From a continent away, Grandma oohs and aahs her approval.
“Doesn’t that bedsheet look like that handkerchief I sent you a while back?” she asks.
“It is your handkerchief,” I say. I take apart the bed – a small children’s book made of cloth splayed out along its spine – and hold it up to the lens so Mum can see how her handkerchief tucks perfectly underneath.
Mum had a dollhouse, too. As a child growing up in eastern England, I was fascinated by her stories of her “house in a cookie tin.”
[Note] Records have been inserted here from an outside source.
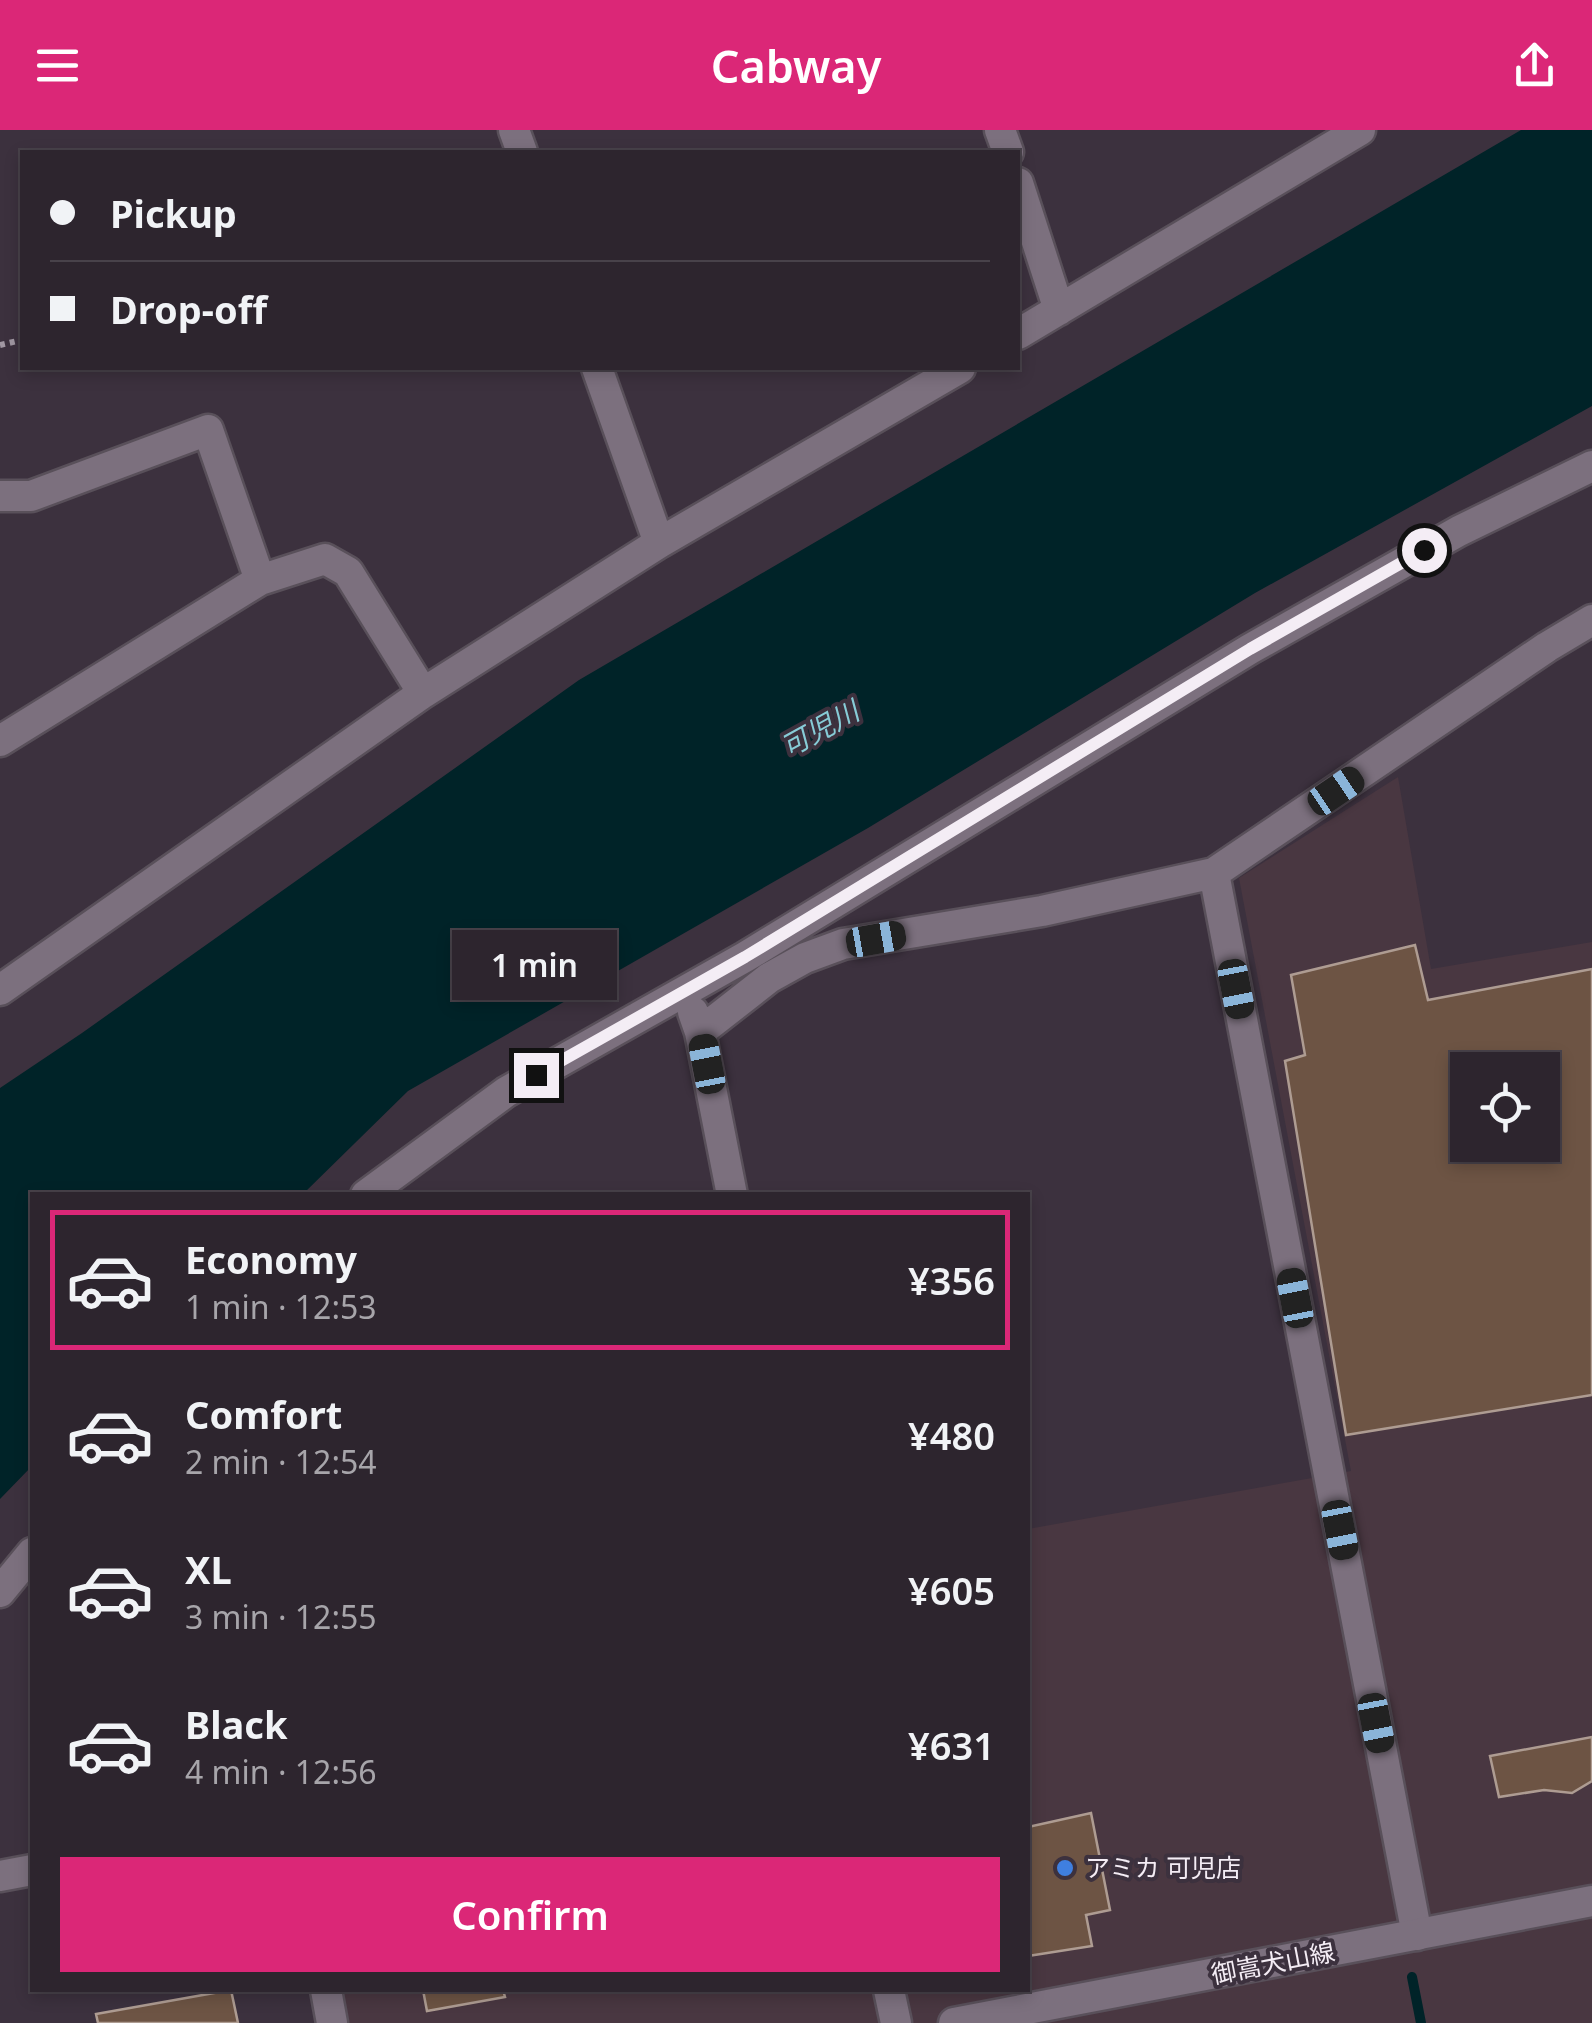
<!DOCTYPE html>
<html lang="en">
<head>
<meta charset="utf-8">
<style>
	:root { --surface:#2d252e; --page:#352d36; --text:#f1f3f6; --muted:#a7a5aa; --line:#48424a; --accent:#db2777 }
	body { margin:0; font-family:"Noto Sans","Noto Sans JP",sans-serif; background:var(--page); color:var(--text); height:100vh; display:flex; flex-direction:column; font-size:38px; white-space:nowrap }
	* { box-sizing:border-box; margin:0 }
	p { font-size:32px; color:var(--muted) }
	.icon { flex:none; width:55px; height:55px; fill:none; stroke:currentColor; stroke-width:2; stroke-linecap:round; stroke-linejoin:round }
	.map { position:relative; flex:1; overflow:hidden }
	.panel { position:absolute; left:30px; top:1062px; width:1000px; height:800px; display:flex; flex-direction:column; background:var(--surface); border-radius:0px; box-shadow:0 5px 15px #0003,0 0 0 2px var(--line) }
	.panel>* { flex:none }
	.top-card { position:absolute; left:20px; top:20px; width:1000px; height:220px; border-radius:0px; box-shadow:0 5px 15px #0003,0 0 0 2px var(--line); display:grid; align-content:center; height:220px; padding:0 30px; background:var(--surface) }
	.buttons { position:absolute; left:1450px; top:922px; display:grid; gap:20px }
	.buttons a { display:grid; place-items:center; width:110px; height:110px; border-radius:0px; background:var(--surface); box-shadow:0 5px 15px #0003,0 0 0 2px var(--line); font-size:50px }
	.end { position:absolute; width:45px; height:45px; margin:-22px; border:12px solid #f4edf5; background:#111; box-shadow:0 0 0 5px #111 }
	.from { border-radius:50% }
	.bubble { position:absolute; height:70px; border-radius:0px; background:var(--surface); box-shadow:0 5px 15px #0003,0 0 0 2px var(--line); font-size:32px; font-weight:600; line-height:70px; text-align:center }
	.car { position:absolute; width:30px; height:60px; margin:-30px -15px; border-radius:12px; box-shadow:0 0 8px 2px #0007; background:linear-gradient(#222 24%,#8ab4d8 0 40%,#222 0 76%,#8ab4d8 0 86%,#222 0) }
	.top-card b { display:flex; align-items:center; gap:35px; height:95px; font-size:38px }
	.top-card b+b { border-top:2px solid var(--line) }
	.top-card i { width:25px; height:25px; background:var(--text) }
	ul { padding:18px 0 0; list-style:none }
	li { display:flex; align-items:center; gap:30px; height:140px; margin:0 20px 15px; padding:0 10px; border:5px solid transparent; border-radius:0px }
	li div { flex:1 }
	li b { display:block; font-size:38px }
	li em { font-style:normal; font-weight:600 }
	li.on { border-color:var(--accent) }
	li>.icon { width:90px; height:90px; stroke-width:1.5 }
	.cta { display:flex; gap:20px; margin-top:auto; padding:20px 30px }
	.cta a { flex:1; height:115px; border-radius:0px; background:var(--accent); color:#fff; font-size:40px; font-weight:600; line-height:115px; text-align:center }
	header { display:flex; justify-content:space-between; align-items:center; height:130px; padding:0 30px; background:var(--accent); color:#fff; font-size:45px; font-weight:600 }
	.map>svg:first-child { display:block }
</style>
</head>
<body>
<header><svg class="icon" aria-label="menu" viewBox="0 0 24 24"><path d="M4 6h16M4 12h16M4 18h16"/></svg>Cabway<svg class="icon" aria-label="share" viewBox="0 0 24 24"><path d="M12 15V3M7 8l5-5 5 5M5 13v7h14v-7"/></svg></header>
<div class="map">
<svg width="1592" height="1893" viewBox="0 0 1592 1893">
	<rect width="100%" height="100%" fill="#3c313e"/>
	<path fill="#493741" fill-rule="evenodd" d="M1398,647l33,192 161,-27v1081h-1260l-6,-33h702v-461l323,-58 -112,-593zM1468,940h74v75h-74z"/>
	<path fill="#002328" d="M1521,0h71v276l-337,187 -387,235 -460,263 -106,104h-270v271l-32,33v-411l82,-55 497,-353z"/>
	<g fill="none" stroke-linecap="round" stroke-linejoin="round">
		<path stroke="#002328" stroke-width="10" d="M1412,1847l9,46"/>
	</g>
	<path fill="#6d5444" stroke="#ae9c92" stroke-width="2.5" fill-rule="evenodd" d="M1415,815l13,55 164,-31v426l-246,40 -61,-374 20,-6 -14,-80zM1468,940h74v75h-74z
		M1592,1607v44l-20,12 -28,-3 -45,7 -9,-41z
		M1091,1683l19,97 -24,5 6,31 -64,10v-129z
		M231,1860l7,33h-140l-2,-9z
		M423,1860h80l2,7 -78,14z"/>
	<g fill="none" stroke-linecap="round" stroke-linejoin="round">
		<defs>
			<path id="street" d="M514,0l8,22
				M1000,0l8,22
				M1018,53l41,127
				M1018,204l342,-204
				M597,238l62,175
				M0,366h31l177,-66 52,150
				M0,611l260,-161 65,-21 23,13 75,121
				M1214,743l203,1062
				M0,860l423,-297 236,-150 301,-175
				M693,882l7,20 32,163
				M700,902l69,-54 36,-20 38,-14 199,-33 172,-38 333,-226 45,-27
				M366,1065l140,-103 239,-135 505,-308 209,-118 133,-65
				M0,1462l32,-39
				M0,1746l32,-6
				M326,1860l6,33
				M889,1860l7,33"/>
			<path id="secondary" d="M954,1893l638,-122"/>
		</defs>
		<use href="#street" stroke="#59505a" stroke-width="35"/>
		<use href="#secondary" stroke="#59505a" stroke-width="35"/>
		<path stroke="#a097a2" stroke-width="6" stroke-dasharray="5 5" stroke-linecap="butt" d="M0,215l22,-5"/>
		<use href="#street" stroke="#7c707e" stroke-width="30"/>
		<use href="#secondary" stroke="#7c707e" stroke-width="30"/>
	</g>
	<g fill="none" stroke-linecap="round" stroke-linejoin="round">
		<path stroke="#f4edf5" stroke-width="12" d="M536,945l209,-118 505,-308 174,-99"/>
	</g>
	<circle fill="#3f7fe0" stroke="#3c313e" stroke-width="4" cx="1065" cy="1738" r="10"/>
	<g text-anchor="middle" stroke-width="8" stroke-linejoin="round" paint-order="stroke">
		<g font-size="25" fill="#f4edf5" stroke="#3c313e" text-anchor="start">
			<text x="1085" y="1747">アミカ 可児店</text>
		</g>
		<g font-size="25" fill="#f4edf5" stroke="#3c313e">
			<text transform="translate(1273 1833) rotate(-11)" y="9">御嵩犬山線</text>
		</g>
		<g font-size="28" font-style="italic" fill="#87ccd7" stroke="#3c313e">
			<text transform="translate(820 599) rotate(-29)" y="10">可児川</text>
		</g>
	</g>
</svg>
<div class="buttons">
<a><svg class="icon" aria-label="locate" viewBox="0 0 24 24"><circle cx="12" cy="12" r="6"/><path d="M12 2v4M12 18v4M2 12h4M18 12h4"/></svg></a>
</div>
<i class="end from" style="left:1424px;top:420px"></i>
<i class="end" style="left:536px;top:945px"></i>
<div class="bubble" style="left:452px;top:800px;width:165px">1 min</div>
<i class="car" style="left:1336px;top:661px;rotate:56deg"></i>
<i class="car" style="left:876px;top:809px;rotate:80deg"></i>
<i class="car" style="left:1236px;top:859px;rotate:169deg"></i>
<i class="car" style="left:707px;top:934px;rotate:349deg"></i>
<i class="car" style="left:1295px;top:1168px;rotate:349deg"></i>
<i class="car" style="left:1340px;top:1400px;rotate:169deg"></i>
<i class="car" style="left:1376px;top:1593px;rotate:169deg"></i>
<div class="top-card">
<b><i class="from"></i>Pickup</b>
<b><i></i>Drop-off</b>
</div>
<section class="panel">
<ul>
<li class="on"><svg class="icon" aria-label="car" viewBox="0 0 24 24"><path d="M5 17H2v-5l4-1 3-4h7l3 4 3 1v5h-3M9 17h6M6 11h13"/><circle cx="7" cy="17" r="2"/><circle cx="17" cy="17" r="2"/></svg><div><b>Economy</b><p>1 min · 12:53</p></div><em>¥356</em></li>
<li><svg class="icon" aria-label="car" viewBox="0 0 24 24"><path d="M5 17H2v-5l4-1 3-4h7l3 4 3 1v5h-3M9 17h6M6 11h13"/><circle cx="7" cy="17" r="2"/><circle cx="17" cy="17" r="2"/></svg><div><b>Comfort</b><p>2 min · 12:54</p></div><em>¥480</em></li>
<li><svg class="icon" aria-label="car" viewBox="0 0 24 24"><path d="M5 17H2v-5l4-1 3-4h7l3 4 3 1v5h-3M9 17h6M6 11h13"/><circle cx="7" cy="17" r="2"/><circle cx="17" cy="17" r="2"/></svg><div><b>XL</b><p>3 min · 12:55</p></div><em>¥605</em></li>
<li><svg class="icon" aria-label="car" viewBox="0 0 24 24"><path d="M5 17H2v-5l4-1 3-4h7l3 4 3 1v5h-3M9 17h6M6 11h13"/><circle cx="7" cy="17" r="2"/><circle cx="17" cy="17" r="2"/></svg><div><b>Black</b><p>4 min · 12:56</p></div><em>¥631</em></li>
</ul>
<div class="cta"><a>Confirm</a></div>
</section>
</div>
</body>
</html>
My grandmother, a feisty single mother who biked to work at a textile factory every day, did not have enough money to buy my mother a real dollhouse. So Mum made do, laboring over her square cookie tin for years. She stuck cutouts on the shiny walls: two beds from a catalog; tin cans of jam and bags of flour to make sure the dolls’ pantry was overflowing, even if her own mother’s wasn’t.
My mother passed her love of life in miniature on to me very early. At age 5, I made chests of drawers for my dollhouse bedroom from matchboxes glued together. Unused teabags swathed in cotton cloth became pillows. A rectangle of foam, painted brown and rolled tightly, was an inedible Swiss roll.
Unlike my mother, I was given some ready-made doll furniture and accessories. My favorites were the toffee-colored sofa and armchairs, and the red soda bottle complete with tiny trapped bubbles.
But much of my joy came from what I could cobble together with bits and pieces salvaged from the trash. My mother encouraged me, handing me thin slivers of soap for the dollhouse bathroom and always, always responding to my call: “Come see what I’ve made for my dollhouse!”
I spent hours writing a book with the unoriginal but certainly accurate title “How To Make Dolls’ House Furniture.” Each chapter dealt with a different room. The book was lost in a household move. But the satisfying feeling of filling up blank pages with my own ideas stayed with me, pushing me into a career centered on words and the trimming, rearranging, and counting of them.
My daughter turned 3 recently, and last month I put a sturdy empty cardboard box, about the size of a tea tray, in Cassia’s bedroom. We placed a plastic doily on the bottom of the box to make a carpet and balanced the lid from a plastic jar on top of an egg cup for a table.
I scoured the shops for dollhouse furniture. But an afternoon’s searching yielded only a pink plastic toilet and sink. It doesn’t matter, I told myself. It’s not as if I don’t know how to furnish a dollhouse.
I showed Cassia how to make plates for her table from colored buttons. Enthralled, she collected black stones and called them avocados. A plate of lumpy white “potatoes” soon appeared, fashioned from modeling paste.
A plug adapter is a perfect fridge. Acorns become oranges, stacked in a corner “in case the dolls get hungry.”
Now, when I find things lying about the house, I’ve learned to ask once again: “What can this be made into for the dollhouse?”
As I watch my child discover the fun of creating a miniature home, I think back to my mother and her cookie-tin house. What she gave me was much more than a fascination with things tiny: It was the ability to view things from a new perspective, to put oneself in another person’s (tiny) shoes, to solve problems with whatever is at hand.
This is what my mother taught me, and what her mother taught her. Now it’s my turn.
Cassia has found that the bridal veil from a bigger doll can become a mosquito net. A pile of fresh green clover is the dolls’ spinach, waiting to be chopped up for dinner.
Apart from saving empty spools and bits of dangly earrings, my job is mostly to marvel. And always, always to respond to the cry: “Come see what I’ve made for my dollhouse!”